This rhetorical query could be compared to an orator's gesturing: a demonstratio intended to present an invisible object, made vivid and almost tangible by the power of the ekphrasis. At this point we can grasp why Plutarch, in his treatise De gloria athenensium ("On the Fame of the Athenians") (347a), compared a painting by Euphranor representing the battle of Mantinea to Thucydides' description of that same battle. Plutarch praised the pictorial vivacity [graphiké enargeia] of Thucydides; then he clarified the theoretical implications of the comparison:

"Simonides, however, calls painting inarticulate poetry and poetry articulate painting: for the actions which painters portray as taking place at the moment literature narrates and records after they have taken place. Even though artists with colour and design, and writers with words and phrases, represent the same subjects, they differ in the material and the manner of their imitation; and yet the underlying end and aim of both is one and the same; the most effective historian is he who, by a vivid representation of emotions and characters, makes his narration like a painting. Assuredly Thucydides is always striving for this vividness in his writing, since it is his desire to make the reader a spectator, as it were, and to produce vividly in the minds of those who peruse his narrative the emotions of amazement and consternation which were experienced by those who beheld them."

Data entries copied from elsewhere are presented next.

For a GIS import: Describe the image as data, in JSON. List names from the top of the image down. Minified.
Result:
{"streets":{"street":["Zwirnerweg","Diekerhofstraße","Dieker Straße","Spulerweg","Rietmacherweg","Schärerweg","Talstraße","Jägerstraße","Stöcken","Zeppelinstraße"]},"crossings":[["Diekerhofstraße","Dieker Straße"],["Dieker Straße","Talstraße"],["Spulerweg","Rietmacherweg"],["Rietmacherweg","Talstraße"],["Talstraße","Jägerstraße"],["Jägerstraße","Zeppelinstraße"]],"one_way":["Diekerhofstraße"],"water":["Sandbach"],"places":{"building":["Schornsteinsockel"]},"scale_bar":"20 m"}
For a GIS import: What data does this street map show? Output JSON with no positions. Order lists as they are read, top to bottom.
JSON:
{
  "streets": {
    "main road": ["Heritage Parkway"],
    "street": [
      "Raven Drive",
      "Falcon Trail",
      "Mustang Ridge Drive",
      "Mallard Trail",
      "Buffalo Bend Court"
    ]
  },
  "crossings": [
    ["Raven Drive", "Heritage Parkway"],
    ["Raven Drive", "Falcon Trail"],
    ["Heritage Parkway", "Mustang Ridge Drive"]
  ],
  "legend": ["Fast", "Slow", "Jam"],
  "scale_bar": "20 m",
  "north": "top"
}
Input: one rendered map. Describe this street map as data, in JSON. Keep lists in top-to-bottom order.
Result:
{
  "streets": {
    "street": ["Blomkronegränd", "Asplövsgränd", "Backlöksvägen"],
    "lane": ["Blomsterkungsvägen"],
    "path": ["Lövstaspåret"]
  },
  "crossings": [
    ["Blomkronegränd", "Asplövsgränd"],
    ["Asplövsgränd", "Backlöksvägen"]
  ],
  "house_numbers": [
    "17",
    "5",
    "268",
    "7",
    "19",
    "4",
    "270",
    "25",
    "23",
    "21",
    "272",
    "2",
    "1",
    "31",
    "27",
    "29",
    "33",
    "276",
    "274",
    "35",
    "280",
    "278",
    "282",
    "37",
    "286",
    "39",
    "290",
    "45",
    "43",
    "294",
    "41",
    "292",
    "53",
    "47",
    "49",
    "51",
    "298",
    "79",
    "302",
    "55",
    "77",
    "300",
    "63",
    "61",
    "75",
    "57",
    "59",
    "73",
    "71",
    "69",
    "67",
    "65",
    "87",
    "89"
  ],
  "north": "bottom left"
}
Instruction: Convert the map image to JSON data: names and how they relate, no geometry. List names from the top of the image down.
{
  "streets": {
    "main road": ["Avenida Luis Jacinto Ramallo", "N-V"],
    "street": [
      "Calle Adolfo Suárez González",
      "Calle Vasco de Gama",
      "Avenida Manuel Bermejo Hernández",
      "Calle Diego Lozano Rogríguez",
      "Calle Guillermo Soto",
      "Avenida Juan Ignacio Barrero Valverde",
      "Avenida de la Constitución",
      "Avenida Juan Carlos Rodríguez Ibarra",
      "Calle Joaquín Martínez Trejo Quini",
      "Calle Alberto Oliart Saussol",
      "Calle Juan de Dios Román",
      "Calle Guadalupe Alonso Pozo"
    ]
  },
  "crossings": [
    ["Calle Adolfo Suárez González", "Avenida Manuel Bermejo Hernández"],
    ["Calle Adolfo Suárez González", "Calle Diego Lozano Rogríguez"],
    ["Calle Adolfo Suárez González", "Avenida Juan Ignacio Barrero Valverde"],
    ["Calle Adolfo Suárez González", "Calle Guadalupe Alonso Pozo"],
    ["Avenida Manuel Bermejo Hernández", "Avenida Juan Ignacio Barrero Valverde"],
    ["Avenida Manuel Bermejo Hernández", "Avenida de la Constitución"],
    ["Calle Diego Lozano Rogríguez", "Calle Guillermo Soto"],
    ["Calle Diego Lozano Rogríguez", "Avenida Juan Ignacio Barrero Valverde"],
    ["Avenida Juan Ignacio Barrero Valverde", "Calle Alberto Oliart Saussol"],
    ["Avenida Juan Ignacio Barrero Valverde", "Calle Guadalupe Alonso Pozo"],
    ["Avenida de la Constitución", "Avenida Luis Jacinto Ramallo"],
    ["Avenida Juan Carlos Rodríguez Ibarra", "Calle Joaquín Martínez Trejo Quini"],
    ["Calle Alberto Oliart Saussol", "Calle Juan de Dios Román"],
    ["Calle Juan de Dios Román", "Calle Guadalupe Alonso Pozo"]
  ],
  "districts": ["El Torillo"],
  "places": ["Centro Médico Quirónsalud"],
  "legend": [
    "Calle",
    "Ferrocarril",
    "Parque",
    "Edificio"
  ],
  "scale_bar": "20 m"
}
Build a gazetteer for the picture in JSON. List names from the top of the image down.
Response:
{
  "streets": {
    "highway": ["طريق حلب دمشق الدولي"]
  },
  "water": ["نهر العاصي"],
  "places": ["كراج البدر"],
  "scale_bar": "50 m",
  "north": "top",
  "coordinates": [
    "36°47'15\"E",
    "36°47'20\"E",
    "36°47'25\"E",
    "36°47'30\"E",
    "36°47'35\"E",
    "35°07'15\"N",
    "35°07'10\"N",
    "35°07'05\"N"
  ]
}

6. Some of the leading authorities on Greek and Roman history have recognized in the ekphrasis, along with Plutarch, the purpose of historical narration. The ekphrasis, writes Hermann Strasburger, was a concept embracing an extensive sphere containing pathos-ridden battle scenes, the Athens plague about which Thucydides spoke, and geographic and ethnographic descriptions (ekphraseis tou topou). If enargeia was the purpose of the ekphrasis, truth was the result of enargeia. We can imagine a sequence of this type: historical narration-description-vividness-truth. The difference between our concept of history and that of the ancients could be summed up as follows: for the Greeks and Romans historical truth was based on evidentia (the Latin equivalent of enargeia proposed by Quintilian); for us, on evidence.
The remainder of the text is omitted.